Workshop

Write Your First High-Performance GPU Kernel in Python!

Friday, May 29

11:00 - 13:00
RoomTigelle
LanguageEnglish
Audience levelIntermediate
Elevator pitch

With the GPU boom and CUDA a high barrier to entry, Python has become the practical bridge between developer productivity and performance. This workshop teaches hardware-aware GPU programming for Python developers, with a focus on how performance is less about model code and more about data movement

Abstract

This is a fully hands-on workshop focused on writing your first high-performance GPU kernel in Python. Instead of starting with APIs, participants will begin by benchmarking a naive Python GPU kernel and observing why it fails to scale. From there, each section introduces a single hardware concept, memory hierarchy, arithmetic intensity, tiling, and fusion followed immediately by a coding exercise that applies it.

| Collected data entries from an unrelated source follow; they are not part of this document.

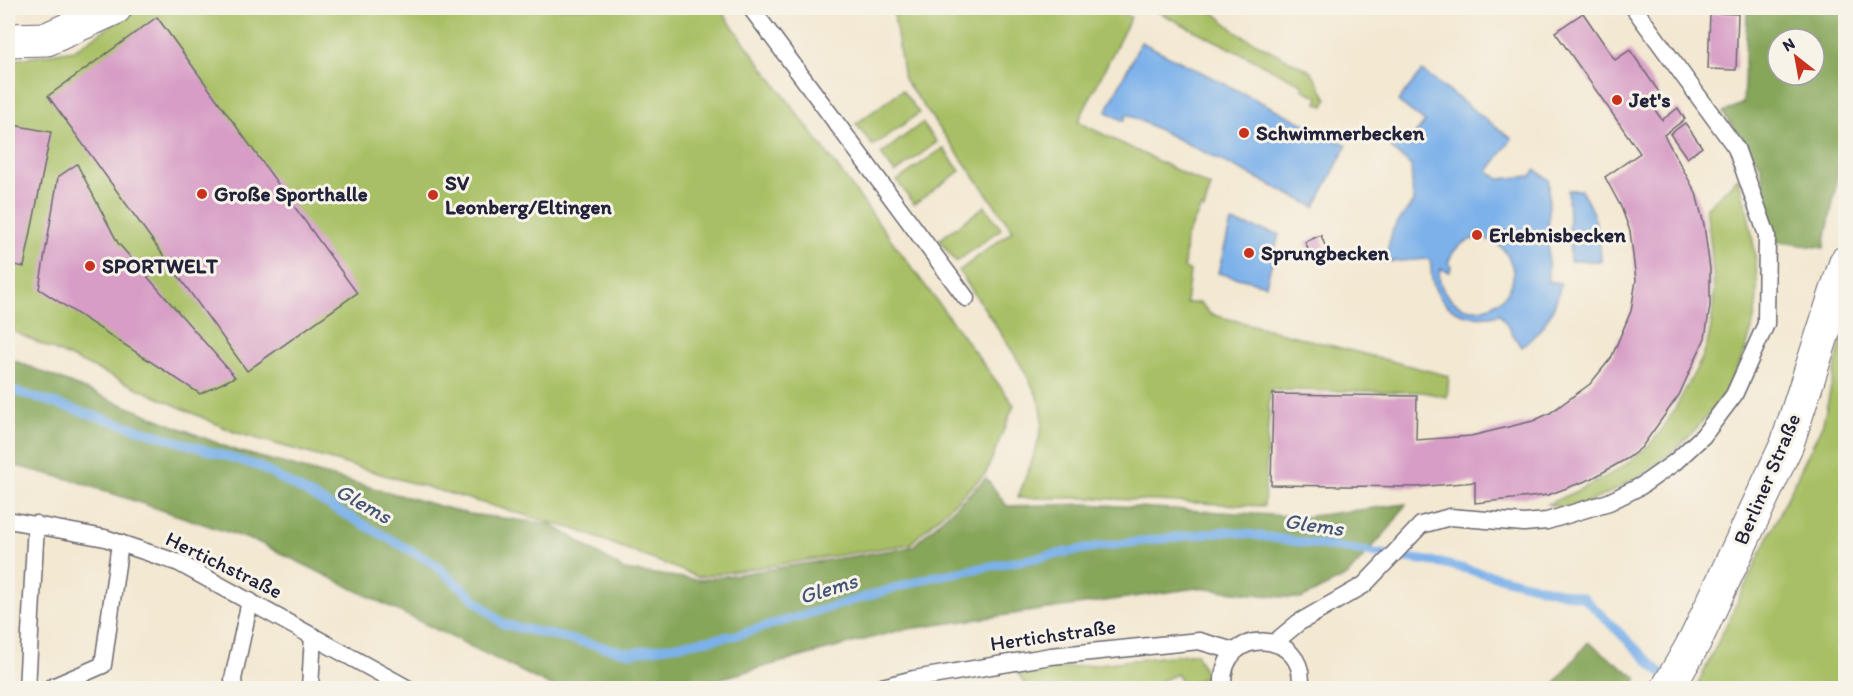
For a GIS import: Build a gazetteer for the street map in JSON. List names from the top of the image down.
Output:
{
  "streets": {
    "main road": ["Berliner Straße"],
    "lane": ["Hertichstraße"]
  },
  "water": ["Glems"],
  "places": [
    "Jet's",
    "Schwimmerbecken",
    "Große Sporthalle",
    "SV Leonberg/Eltingen",
    "Erlebnisbecken",
    "Sprungbecken",
    "SPORTWELT"
  ],
  "north": "top left"
}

Participants will progressively transform slow Python kernels into efficient Triton implementations, learning how Python is lowered into PTX and how respecting GPU hardware constraints enables near-CUDA performance. Every concept is reinforced through code, measurement, and performance comparison.

Here is workshop flow:

  1. Environment Warm-up & Baseline

    • Verify GPU, Triton, PyTorch setup
    • Run the baseline vector-add kernel
    • Record wall-clock time
  2. Why Your GPU Code Is Slow

    • GPUs are latency-hiding throughput machines
    • Why FLOPs don’t matter when memory stalls
    • Predict the bottleneck before profiling
  3. The Hardware You’re Actually Programming

    • SMs, warps, occupancy — only what matters
    • Memory hierarchy: registers → shared → L2 → HBM
    • Why global memory dominates everything
  4. Decide Before You Optimize: Roofline

    • Arithmetic intensity in practice
    • Compute-bound vs memory-bound
    • Classify the baseline kernel
  5. Hit the Memory Wall

    • Profile the baseline kernel
    • Measure achieved bandwidth
    • Explain failure using hardware constraints
  6. Hardware-Aware Patterns That Work

    • Thinking in blocks, not threads
    • Tiling and data reuse
    • Why fusion is the only real speedup
  7. Your First Fast Python GPU Kernel

    • Write a Triton kernel
    • Trace Python → Triton IR → PTX
    • Compare performance with baseline
  8. Kill the Memory Wall & Wrap-Up

    • Fuse two ops into one kernel
    • Final benchmark

By the end of the workshop, participants will be able to:

  • Explain why most Python GPU code is memory-bound
  • Identify performance bottlenecks using the roofline model
  • Understand GPU memory hierarchies and latency hiding
  • Apply hardware-aware design patterns such as tiling and fusion
  • Write and benchmark custom GPU kernels in Python using Triton
TagsHardware, Performance and scalability techniques, ML and AI
Participant

Abhik Sarkar

I am Abhik Sarkar, a machine learning engineer focused on building real-world computer vision systems that actually run at scale. My work lives at the intersection of software engineering, GPU hardware, and production reliability .

I currently lead machine learning at Cloudastructure, where I design end-to-end vision pipelines spanning high-throughput video ingestion, GPU-accelerated decoding, and low-latency inference. My daily toolset includes PyTorch, TensorRT, NumPy, OpenCV, CuPy, PyCUDA, and ONNX Runtime.

Outside of work, I actively seek technical discussions and regularly attend conferences to understand how engineers around the world approach hard problems. I care as much about learning as I do about sharing, and I make a deliberate effort to pass on whatever I know in a form others can actually use.

In my free time, I cook, and I make chocolate bars from raw cacao beans.